Phagocytosis and "Eat Me" Signals

  • Phosphatidylserine (PS):   - In healthy cells, PS is confined to the inner leaflet of the plasma membrane by ATP11C (a phospholipid flippase using ATP hydrolysis).   - In apoptotic cells, PS accumulates on the outer surface (the ‘eat me’ signal).
  • Caspase-dependent Exposure Mechanism:   - Executioner caspases cleave and inactivate the ATP11C flippase.   - Executioner caspases cleave and activate Xkr8 (a phospholipid scramblase) which transfers phospholipids nonspecifically between leaflets.
  • Engulfment:   - PS is recognized by soluble ‘bridging’ proteins that interact with phagocytic receptors on macrophages.   - To be eaten, cells must also remove or inactivate ‘don’t eat me’ signals that normally block phagocytosis of healthy cells.

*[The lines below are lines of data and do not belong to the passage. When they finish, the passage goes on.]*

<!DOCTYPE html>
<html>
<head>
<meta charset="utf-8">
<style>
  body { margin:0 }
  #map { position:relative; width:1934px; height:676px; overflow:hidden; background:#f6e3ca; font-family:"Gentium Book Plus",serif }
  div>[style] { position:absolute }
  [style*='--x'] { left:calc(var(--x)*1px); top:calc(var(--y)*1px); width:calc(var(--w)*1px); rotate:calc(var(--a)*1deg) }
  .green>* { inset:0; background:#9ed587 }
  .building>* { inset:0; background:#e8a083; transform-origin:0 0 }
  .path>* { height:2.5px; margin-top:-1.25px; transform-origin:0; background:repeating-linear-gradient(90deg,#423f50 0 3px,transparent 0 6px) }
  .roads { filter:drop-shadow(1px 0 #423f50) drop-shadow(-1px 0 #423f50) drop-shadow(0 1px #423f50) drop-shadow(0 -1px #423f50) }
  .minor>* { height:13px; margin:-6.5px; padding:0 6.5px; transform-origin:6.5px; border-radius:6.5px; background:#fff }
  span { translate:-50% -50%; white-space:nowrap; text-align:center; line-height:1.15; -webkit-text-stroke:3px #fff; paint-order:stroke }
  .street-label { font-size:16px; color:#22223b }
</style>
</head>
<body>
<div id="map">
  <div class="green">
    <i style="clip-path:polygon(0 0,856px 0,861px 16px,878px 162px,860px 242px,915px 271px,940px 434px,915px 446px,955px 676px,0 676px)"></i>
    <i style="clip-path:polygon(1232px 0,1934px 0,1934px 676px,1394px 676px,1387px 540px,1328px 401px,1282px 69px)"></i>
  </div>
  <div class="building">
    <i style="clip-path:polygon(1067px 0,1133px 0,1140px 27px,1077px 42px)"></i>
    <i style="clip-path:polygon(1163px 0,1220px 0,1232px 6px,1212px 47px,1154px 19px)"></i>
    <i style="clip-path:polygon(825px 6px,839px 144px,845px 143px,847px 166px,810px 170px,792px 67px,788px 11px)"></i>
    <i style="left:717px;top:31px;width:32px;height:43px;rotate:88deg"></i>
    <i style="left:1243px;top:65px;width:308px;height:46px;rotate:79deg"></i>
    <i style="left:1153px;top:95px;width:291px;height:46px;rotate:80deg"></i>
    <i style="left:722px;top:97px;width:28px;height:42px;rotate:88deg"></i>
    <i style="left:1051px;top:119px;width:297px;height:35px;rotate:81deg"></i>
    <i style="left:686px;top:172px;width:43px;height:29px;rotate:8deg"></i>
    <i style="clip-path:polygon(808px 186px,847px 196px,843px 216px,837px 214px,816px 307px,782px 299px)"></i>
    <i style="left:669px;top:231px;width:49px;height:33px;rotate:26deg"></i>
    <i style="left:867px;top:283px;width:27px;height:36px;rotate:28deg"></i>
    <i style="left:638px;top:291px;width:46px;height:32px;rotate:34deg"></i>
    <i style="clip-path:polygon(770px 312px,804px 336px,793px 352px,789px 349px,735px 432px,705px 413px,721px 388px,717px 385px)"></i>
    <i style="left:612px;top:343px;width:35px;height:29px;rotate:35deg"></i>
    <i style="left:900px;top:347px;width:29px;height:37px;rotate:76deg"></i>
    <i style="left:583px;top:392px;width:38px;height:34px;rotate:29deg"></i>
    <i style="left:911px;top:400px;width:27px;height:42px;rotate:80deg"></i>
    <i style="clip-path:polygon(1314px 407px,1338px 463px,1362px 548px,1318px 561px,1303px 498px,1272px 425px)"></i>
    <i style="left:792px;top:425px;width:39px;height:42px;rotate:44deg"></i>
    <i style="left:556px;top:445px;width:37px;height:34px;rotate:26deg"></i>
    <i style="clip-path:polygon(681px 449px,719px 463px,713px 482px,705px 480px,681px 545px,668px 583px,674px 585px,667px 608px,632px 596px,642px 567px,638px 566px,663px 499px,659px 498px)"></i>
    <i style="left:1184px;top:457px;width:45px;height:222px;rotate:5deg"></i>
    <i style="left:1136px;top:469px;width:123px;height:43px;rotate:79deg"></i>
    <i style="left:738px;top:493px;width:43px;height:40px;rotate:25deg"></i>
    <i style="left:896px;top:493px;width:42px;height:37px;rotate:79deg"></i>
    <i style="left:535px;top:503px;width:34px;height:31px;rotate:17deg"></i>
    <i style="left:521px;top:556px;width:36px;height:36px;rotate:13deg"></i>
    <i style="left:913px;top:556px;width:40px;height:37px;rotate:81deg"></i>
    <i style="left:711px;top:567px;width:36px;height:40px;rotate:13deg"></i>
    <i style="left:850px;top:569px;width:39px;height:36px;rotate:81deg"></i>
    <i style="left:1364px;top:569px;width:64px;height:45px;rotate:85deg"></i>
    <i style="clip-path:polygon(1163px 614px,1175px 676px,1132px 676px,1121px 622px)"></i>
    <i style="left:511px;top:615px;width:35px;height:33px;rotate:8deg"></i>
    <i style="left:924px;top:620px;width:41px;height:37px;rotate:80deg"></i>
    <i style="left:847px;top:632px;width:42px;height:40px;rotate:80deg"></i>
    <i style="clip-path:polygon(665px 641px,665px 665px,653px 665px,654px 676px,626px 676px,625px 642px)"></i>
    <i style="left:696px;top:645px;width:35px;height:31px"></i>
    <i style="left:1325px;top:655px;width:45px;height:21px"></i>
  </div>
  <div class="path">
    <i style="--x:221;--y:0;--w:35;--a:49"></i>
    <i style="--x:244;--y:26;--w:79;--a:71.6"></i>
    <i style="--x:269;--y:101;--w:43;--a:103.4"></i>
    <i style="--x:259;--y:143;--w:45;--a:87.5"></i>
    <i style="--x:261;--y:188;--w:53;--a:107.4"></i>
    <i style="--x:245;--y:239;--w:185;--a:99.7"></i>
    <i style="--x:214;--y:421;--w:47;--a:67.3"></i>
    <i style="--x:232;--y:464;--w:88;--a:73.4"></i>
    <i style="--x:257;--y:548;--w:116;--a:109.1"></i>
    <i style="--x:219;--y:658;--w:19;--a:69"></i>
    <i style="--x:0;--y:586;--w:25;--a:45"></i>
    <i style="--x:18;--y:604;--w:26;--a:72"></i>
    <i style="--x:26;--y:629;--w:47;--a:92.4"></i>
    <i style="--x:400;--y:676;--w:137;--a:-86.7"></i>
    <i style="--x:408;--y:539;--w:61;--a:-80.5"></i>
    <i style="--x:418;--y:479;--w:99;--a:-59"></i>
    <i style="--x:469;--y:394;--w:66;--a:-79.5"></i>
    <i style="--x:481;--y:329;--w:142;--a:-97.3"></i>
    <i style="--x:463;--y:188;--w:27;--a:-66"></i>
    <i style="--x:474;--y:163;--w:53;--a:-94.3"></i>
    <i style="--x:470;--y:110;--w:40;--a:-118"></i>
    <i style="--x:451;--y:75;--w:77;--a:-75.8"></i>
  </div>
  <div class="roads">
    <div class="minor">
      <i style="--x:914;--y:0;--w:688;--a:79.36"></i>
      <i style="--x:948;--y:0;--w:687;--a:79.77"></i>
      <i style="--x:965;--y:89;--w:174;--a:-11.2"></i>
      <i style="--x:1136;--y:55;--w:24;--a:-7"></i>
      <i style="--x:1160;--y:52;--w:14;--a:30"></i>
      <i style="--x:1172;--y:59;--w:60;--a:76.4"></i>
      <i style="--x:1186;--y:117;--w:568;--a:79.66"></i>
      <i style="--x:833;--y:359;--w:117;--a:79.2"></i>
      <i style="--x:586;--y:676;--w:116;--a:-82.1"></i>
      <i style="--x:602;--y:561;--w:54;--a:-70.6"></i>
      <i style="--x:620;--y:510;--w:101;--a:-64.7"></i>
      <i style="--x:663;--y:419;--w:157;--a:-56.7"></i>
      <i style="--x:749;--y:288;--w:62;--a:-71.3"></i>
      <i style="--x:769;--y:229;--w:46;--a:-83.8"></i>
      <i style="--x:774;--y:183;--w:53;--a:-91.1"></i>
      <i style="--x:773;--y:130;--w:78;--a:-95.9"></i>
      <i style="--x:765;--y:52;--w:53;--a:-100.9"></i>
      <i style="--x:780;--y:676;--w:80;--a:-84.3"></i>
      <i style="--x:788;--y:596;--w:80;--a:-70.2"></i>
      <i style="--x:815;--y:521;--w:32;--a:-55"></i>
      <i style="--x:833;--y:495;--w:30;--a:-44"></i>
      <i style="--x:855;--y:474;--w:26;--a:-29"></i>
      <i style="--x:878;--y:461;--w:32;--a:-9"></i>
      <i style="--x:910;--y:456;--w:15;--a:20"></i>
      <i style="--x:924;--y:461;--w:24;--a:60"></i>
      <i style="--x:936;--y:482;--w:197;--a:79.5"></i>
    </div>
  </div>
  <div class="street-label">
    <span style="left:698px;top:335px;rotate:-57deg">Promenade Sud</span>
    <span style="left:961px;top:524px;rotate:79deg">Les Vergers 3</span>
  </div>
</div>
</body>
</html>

Apoptosis and Human Disease

  • Excessive Apoptosis:   - Heart attacks and strokes: Caused by acute blood supply interruption. Initial death is necrotic, but reperfusion can trigger apoptosis in surviving oxygen-deprived tissue.
  • Insufficient Apoptosis:   - Autoimmune disorders: Inactivation of Fas or its ligand prevents lymphocyte elimination.   - Lymphoma: Chromosome translocation causing excessive synthesis of Bcl2 (B-cell lymphoma-2) prolongs survival and increases resistance to drugs.   - p53 Mutations: Mutated in about 50%50\% of human cancers. Lack of p53 prevents apoptosis in response to DNA damage, allowing mutation accumulation.
  • Therapeutic Approaches:   - BH3-mimetic drugs: Small chemicals designed to bind the BH3-binding groove of anti-apoptotic proteins.   - Venetoclax: A drug designed to bind human Bcl2 tightly. It is in clinical use for chronic lymphocytic leukemia.

Summary of Death Pathways

  • Extrinsic: Ligand → Death Receptor → FADD → DISC → Caspase-8 dimerize → Executioners.
  • Intrinsic: Stimulus → MOMP → Cytochrome c release → Apaf1 + dATP → Apoptosome → Caspase-9 dimerize → Executioners.
  • Key Regulators: Bcl2 family (Anti-apoptotic, Effectors, BH3-only), IAPs (XIAP), and Anti-IAPs (Smac, Omi).